You may also use Keywords-in-context (KWIC) to filter your tokens in the neighborhood around certain keyword pattern(s). The method for that is called filter_tokens_with_kwic() and works very similar to get_kwic() but filters the documents in the TMPreproc
instance with which you can continue working as
usual. Here, we filter the tokens in each document to get the tokens directly in front and after the glob pattern '*house*'
(context_size=1
):
[61]:
preproc = preproc_orig.copy() # make a copy from full data
preproc.filter_tokens_with_kwic('*house*', context_size=1,
match_type='glob', ignore_case=True)
preproc.tokens_datatable
[61]:
doc | position | token | lemma | whitespace | |
---|---|---|---|---|---|
▪▪▪▪ | ▪▪▪▪▪▪▪▪ | ▪▪▪▪ | ▪▪▪▪ | ▪ | |
0 | NewsArticles-1880 | 0 | White | White | 1 |
1 | NewsArticles-1880 | 1 | House | House | 1 |
2 | NewsArticles-1880 | 2 | aides | aide | 1 |
3 | NewsArticles-1880 | 3 | White | White | 1 |
4 | NewsArticles-1880 | 4 | House | House | 1 |
5 | NewsArticles-1880 | 5 | aides | aide | 1 |
6 | NewsArticles-1880 | 6 | White | White | 1 |
7 | NewsArticles-1880 | 7 | House | House | 1 |
8 | NewsArticles-1880 | 8 | is | be | 1 |
9 | NewsArticles-1880 | 9 | White | White | 1 |
10 | NewsArticles-1880 | 10 | House | House | 1 |
11 | NewsArticles-1880 | 11 | and | and | 1 |
12 | NewsArticles-99 | 0 | the | the | 1 |
13 | NewsArticles-99 | 1 | house | house | 0 |
14 | NewsArticles-99 | 2 | , | , | 0 |
15 | NewsArticles-99 | 3 | of | of | 1 |
16 | NewsArticles-99 | 4 | greenhouse | greenhouse | 1 |
17 | NewsArticles-99 | 5 | gases | gas | 1 |
18 | NewsArticles-99 | 6 | UK | UK | 1 |
19 | NewsArticles-99 | 7 | household | household | 1 |
20 | NewsArticles-99 | 8 | threw | throw | 1 |
When you annotated your documents’ tokens with Part-of-Speech (POS) tags, you can also filter them using filter_for_pos():
[62]:
del preproc
preproc = preproc_orig.copy() # make a copy from full data
# apply POS tagging and retain only nouns
preproc.pos_tag().filter_for_pos('N').tokens_datatable
[62]:
doc | position | token | |
---|---|---|---|
▪ | ▪ | ▪ |
[63]:
del preproc
In this example we filtered for tokens that were identified as nouns by passing the simplified POS tag 'N'
(for more on simplified tags, see the method documentation).
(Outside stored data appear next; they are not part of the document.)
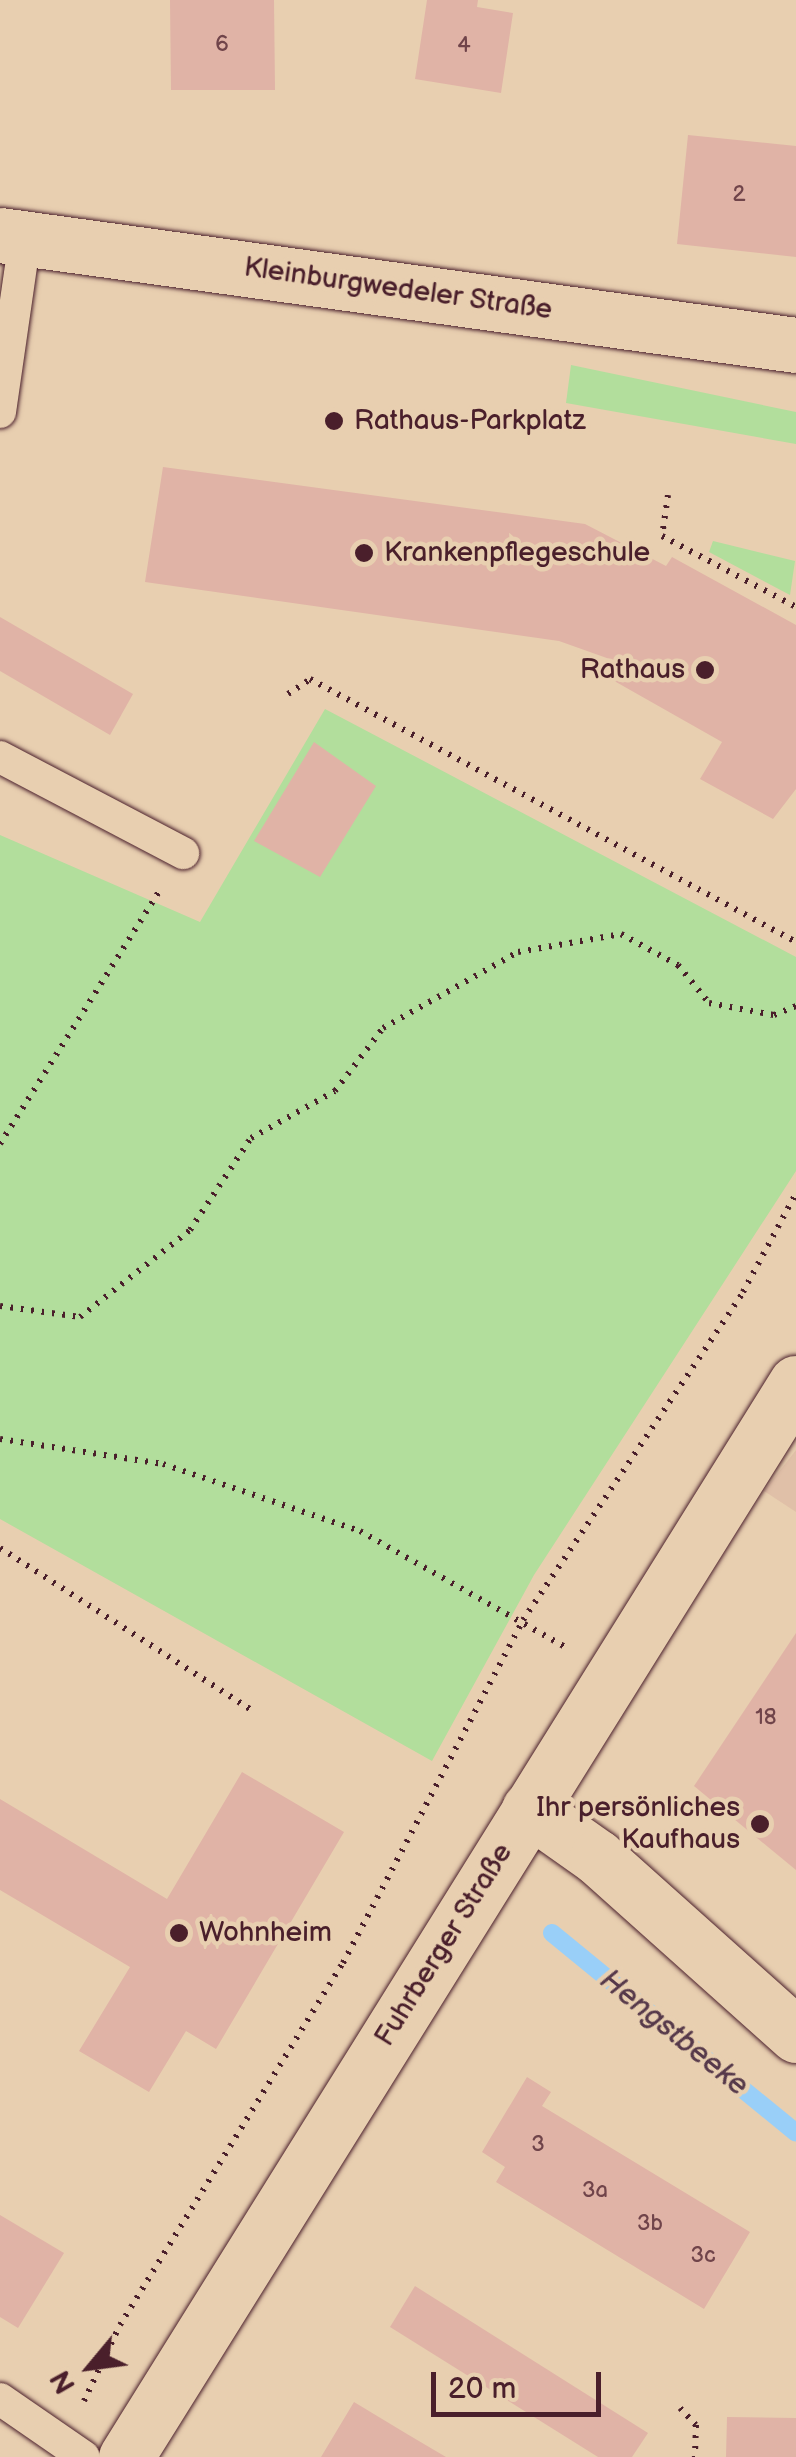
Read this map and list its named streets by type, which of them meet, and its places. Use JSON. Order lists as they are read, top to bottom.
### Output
{
  "streets": {
    "main road": ["Kleinburgwedeler Straße", "Fuhrberger Straße"]
  },
  "water": ["Hengstbeeke"],
  "places": [
    "Rathaus-Parkplatz",
    "Krankenpflegeschule",
    "Rathaus",
    "Ihr persönliches Kaufhaus",
    "Wohnheim"
  ],
  "house_numbers": [
    "6",
    "4",
    "2",
    "18",
    "3",
    "3a",
    "3b",
    "3c"
  ],
  "scale_bar": "20 m",
  "north": "bottom left"
}
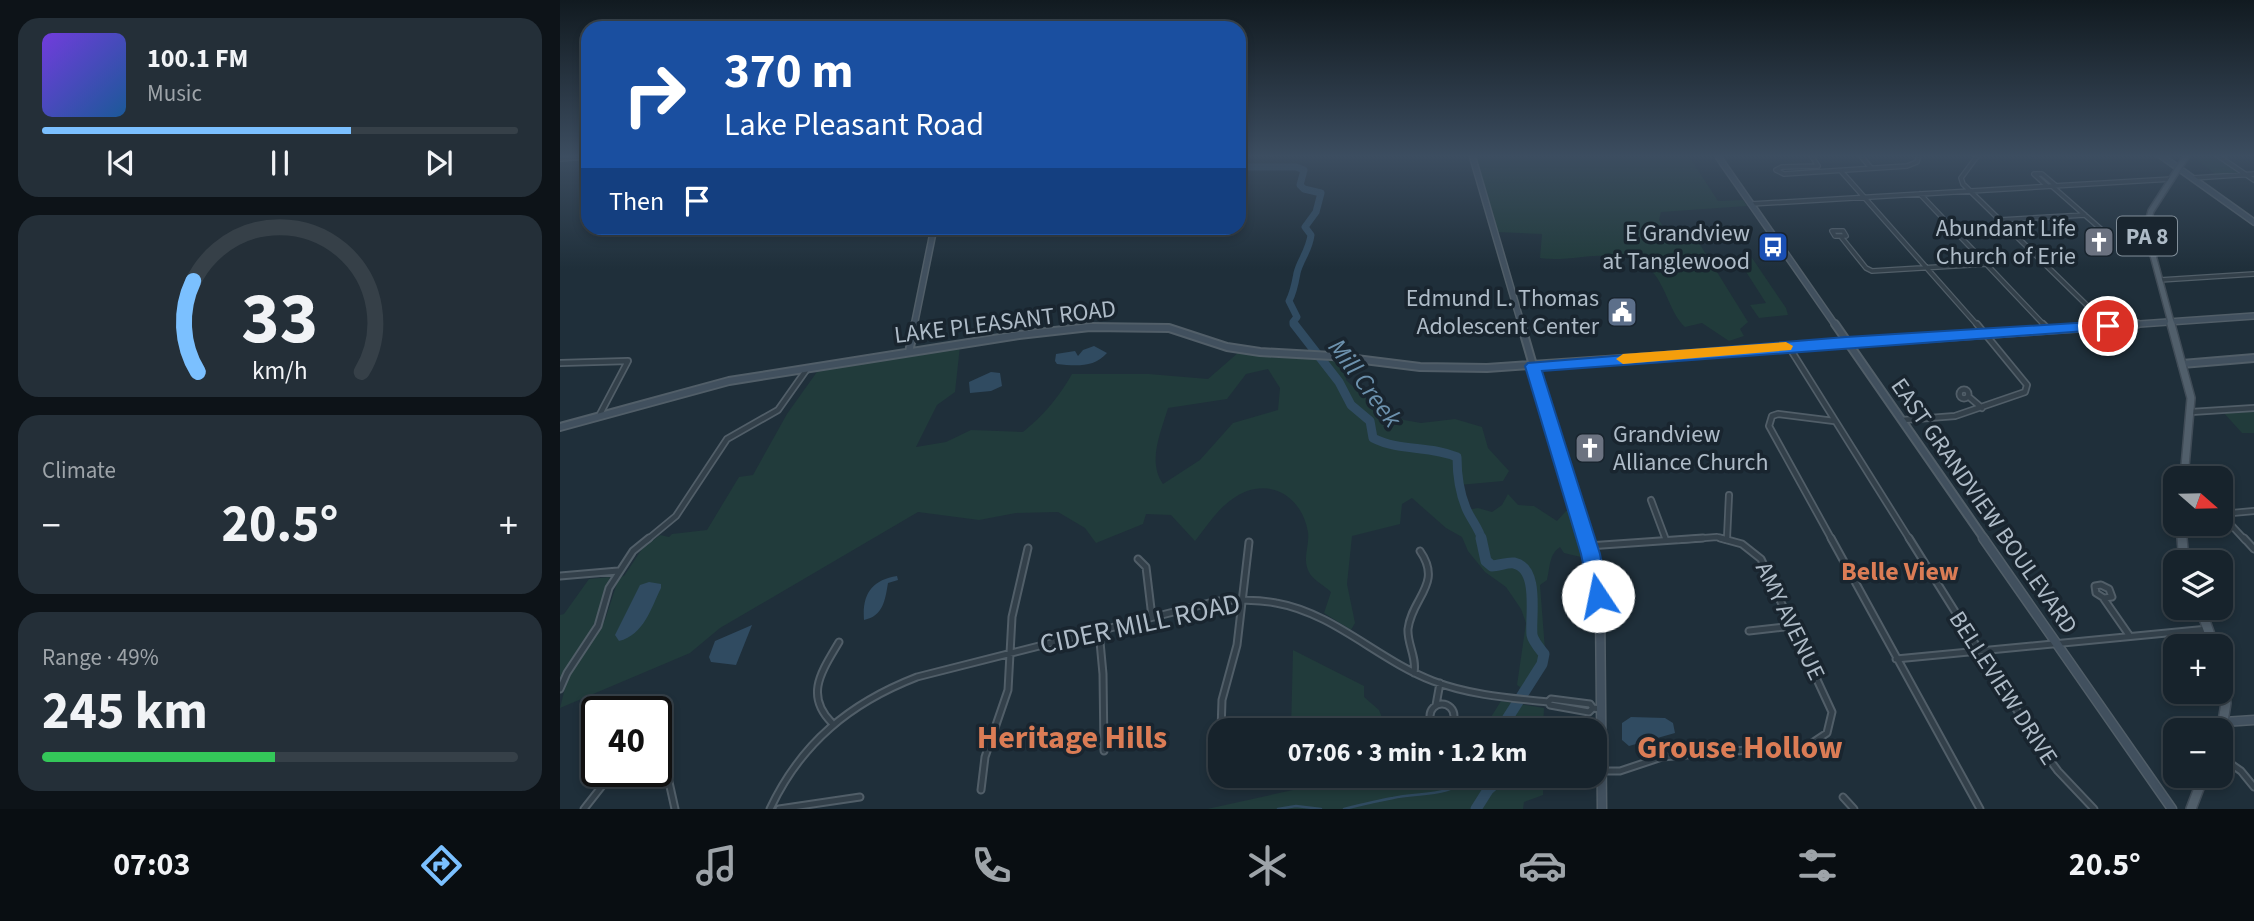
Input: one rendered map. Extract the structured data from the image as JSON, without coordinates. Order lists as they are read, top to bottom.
{
  "streets": {
    "main road": ["PA 8"],
    "street": [
      "LAKE PLEASANT ROAD",
      "EAST GRANDVIEW BOULEVARD",
      "AMY AVENUE",
      "CIDER MILL ROAD",
      "BELLEVIEW DRIVE"
    ]
  },
  "crossings": [
    ["PA 8", "LAKE PLEASANT ROAD"],
    ["LAKE PLEASANT ROAD", "EAST GRANDVIEW BOULEVARD"],
    ["LAKE PLEASANT ROAD", "BELLEVIEW DRIVE"]
  ],
  "districts": ["Belle View", "Heritage Hills", "Grouse Hollow"],
  "water": ["Mill Creek"],
  "places": {
    "church": ["Abundant Life Church of Erie", "Grandview Alliance Church"],
    "bus stop": ["E Grandview at Tanglewood"],
    "public building": ["Edmund L. Thomas Adolescent Center"]
  },
  "north": "right",
  "page": {
    "turn": ["370 m", "Lake Pleasant Road"],
    "song": ["100.1 FM", "Music"],
    "then": "Then",
    "tile": [
      "Climate",
      ["Range · 49%", "245 km"]
    ],
    "map_buttons": ["+", "−"],
    "heat": ["−", "20.5°", "+"],
    "limit": "40",
    "trip": "07:06 · 3 min · 1.2 km",
    "tabs": ["07:03", "20.5°"],
    "gauge": ["33", "km/h"]
  }
}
We can also filter for more than one tag, e.g. nouns or verbs by passing a list of required POS tags.
filter_for_pos()
has no remove_...()
counterpart, but you can set the inverse
parameter to True
to achieve the same effect.
Finally there are two methods for removing tokens based on their document frequency: remove_common_tokens() and remove_uncommon_tokens(). The former removes all tokens that have a document frequency greater or equal a certain threshold defined by parameter df_threshold
. The latter does the
same for all tokens that have a document frequency lower or equal df_threshold
. This parameter can either be a relative frequency (default) or absolute count (by setting parameter absolute=True
).
Before applying the method, let’s have a look at the number of tokens per document again, to later see how many we will remove. We will also store the vocabulary in orig_vocab
for later comparison:
[64]:
preproc = preproc_orig.copy() # make a copy from full data
orig_vocab = preproc.vocabulary
preproc.doc_lengths
[64]:
{'NewsArticles-1880': 230, 'NewsArticles-3350': 658, 'NewsArticles-99': 1060}
[65]:
preproc.remove_common_tokens(df_threshold=0.9).doc_lengths
[65]:
{'NewsArticles-1880': 144, 'NewsArticles-3350': 413, 'NewsArticles-99': 700}
By removing all tokens with a document frequency threshold of 0.9, we removed quite a number of tokens in each document. Let’s investigate the vocabulary in order to see which tokens were removed:
[66]:
# set difference gives removed vocabulary tokens
set(orig_vocab) - set(preproc.vocabulary)
[66]:
{'\n\n',
'"',
"'s",
',',
'-',
'.',
'?',
'The',
'a',
'all',
'also',
'an',
'and',
'be',
'for',
'has',
'have',
'in',
'into',
'is',
'more',
'of',
'on',
'or',
'other',
'such',
'than',
'that',
'the',
'to',
'which',
'with'}
[67]:
del preproc
remove_uncommon_tokens()
works similarily. This time, let’s use an absolute number as threshold:
[68]:
preproc = preproc_orig.copy() # make a copy from full data
preproc.remove_uncommon_tokens(df_threshold=1, absolute=True)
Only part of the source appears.